(Stored data entries)
__________________________________________________
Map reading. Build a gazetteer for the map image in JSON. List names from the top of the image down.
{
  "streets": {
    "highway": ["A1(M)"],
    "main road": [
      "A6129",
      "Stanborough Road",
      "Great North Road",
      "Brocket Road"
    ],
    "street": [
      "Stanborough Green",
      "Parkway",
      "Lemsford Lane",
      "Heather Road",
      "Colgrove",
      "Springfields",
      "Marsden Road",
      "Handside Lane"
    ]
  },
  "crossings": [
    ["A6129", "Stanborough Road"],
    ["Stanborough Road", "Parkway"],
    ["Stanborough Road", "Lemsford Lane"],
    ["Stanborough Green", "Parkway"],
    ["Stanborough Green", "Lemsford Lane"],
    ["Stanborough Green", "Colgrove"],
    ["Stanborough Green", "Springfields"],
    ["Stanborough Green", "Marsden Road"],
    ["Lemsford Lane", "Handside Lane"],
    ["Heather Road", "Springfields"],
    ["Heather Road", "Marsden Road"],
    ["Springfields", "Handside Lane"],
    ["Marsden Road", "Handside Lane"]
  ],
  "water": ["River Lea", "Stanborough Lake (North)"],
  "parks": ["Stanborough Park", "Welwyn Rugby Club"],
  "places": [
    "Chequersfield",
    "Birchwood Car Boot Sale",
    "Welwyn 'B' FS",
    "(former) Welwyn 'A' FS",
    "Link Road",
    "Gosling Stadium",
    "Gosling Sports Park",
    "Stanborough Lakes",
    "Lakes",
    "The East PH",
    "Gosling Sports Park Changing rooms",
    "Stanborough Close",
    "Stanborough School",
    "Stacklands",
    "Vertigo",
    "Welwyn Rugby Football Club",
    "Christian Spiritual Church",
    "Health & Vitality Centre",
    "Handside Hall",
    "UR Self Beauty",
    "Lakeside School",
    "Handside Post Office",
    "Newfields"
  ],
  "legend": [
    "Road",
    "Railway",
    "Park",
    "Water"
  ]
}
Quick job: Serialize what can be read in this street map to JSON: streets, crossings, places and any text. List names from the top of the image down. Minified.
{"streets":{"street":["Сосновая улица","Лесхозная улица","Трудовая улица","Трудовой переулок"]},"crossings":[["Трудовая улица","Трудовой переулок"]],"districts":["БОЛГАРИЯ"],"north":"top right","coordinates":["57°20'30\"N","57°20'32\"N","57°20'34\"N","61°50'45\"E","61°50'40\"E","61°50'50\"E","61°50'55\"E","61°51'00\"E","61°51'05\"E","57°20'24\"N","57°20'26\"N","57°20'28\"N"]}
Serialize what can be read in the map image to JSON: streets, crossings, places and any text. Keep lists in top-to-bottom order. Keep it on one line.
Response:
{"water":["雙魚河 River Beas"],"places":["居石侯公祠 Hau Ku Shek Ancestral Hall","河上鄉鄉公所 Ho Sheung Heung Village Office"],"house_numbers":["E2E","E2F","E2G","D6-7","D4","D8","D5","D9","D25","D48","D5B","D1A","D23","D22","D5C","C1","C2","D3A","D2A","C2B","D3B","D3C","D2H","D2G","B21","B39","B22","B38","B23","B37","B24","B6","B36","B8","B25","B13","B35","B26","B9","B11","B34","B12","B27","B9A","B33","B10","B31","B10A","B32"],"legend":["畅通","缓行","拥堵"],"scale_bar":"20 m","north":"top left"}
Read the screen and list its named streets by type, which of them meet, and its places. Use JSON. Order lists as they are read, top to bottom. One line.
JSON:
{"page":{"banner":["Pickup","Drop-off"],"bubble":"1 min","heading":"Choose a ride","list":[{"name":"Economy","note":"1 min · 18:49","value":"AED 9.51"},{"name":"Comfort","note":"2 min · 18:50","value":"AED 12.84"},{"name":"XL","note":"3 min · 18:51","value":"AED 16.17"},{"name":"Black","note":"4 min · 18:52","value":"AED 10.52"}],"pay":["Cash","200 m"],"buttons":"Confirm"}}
__________________________________________________
*Exercise directions:*
Word for word, return all of the records.

*Answer to this exercise:*
Map reading. Build a gazetteer for the map image in JSON. List names from the top of the image down.
{
  "streets": {
    "highway": ["A1(M)"],
    "main road": [
      "A6129",
      "Stanborough Road",
      "Great North Road",
      "Brocket Road"
    ],
    "street": [
      "Stanborough Green",
      "Parkway",
      "Lemsford Lane",
      "Heather Road",
      "Colgrove",
      "Springfields",
      "Marsden Road",
      "Handside Lane"
    ]
  },
  "crossings": [
    ["A6129", "Stanborough Road"],
    ["Stanborough Road", "Parkway"],
    ["Stanborough Road", "Lemsford Lane"],
    ["Stanborough Green", "Parkway"],
    ["Stanborough Green", "Lemsford Lane"],
    ["Stanborough Green", "Colgrove"],
    ["Stanborough Green", "Springfields"],
    ["Stanborough Green", "Marsden Road"],
    ["Lemsford Lane", "Handside Lane"],
    ["Heather Road", "Springfields"],
    ["Heather Road", "Marsden Road"],
    ["Springfields", "Handside Lane"],
    ["Marsden Road", "Handside Lane"]
  ],
  "water": ["River Lea", "Stanborough Lake (North)"],
  "parks": ["Stanborough Park", "Welwyn Rugby Club"],
  "places": [
    "Chequersfield",
    "Birchwood Car Boot Sale",
    "Welwyn 'B' FS",
    "(former) Welwyn 'A' FS",
    "Link Road",
    "Gosling Stadium",
    "Gosling Sports Park",
    "Stanborough Lakes",
    "Lakes",
    "The East PH",
    "Gosling Sports Park Changing rooms",
    "Stanborough Close",
    "Stanborough School",
    "Stacklands",
    "Vertigo",
    "Welwyn Rugby Football Club",
    "Christian Spiritual Church",
    "Health & Vitality Centre",
    "Handside Hall",
    "UR Self Beauty",
    "Lakeside School",
    "Handside Post Office",
    "Newfields"
  ],
  "legend": [
    "Road",
    "Railway",
    "Park",
    "Water"
  ]
}
Quick job: Serialize what can be read in this street map to JSON: streets, crossings, places and any text. List names from the top of the image down. Minified.
{"streets":{"street":["Сосновая улица","Лесхозная улица","Трудовая улица","Трудовой переулок"]},"crossings":[["Трудовая улица","Трудовой переулок"]],"districts":["БОЛГАРИЯ"],"north":"top right","coordinates":["57°20'30\"N","57°20'32\"N","57°20'34\"N","61°50'45\"E","61°50'40\"E","61°50'50\"E","61°50'55\"E","61°51'00\"E","61°51'05\"E","57°20'24\"N","57°20'26\"N","57°20'28\"N"]}
Serialize what can be read in the map image to JSON: streets, crossings, places and any text. Keep lists in top-to-bottom order. Keep it on one line.
Response:
{"water":["雙魚河 River Beas"],"places":["居石侯公祠 Hau Ku Shek Ancestral Hall","河上鄉鄉公所 Ho Sheung Heung Village Office"],"house_numbers":["E2E","E2F","E2G","D6-7","D4","D8","D5","D9","D25","D48","D5B","D1A","D23","D22","D5C","C1","C2","D3A","D2A","C2B","D3B","D3C","D2H","D2G","B21","B39","B22","B38","B23","B37","B24","B6","B36","B8","B25","B13","B35","B26","B9","B11","B34","B12","B27","B9A","B33","B10","B31","B10A","B32"],"legend":["畅通","缓行","拥堵"],"scale_bar":"20 m","north":"top left"}
Read the screen and list its named streets by type, which of them meet, and its places. Use JSON. Order lists as they are read, top to bottom. One line.
JSON:
{"page":{"banner":["Pickup","Drop-off"],"bubble":"1 min","heading":"Choose a ride","list":[{"name":"Economy","note":"1 min · 18:49","value":"AED 9.51"},{"name":"Comfort","note":"2 min · 18:50","value":"AED 12.84"},{"name":"XL","note":"3 min · 18:51","value":"AED 16.17"},{"name":"Black","note":"4 min · 18:52","value":"AED 10.52"}],"pay":["Cash","200 m"],"buttons":"Confirm"}}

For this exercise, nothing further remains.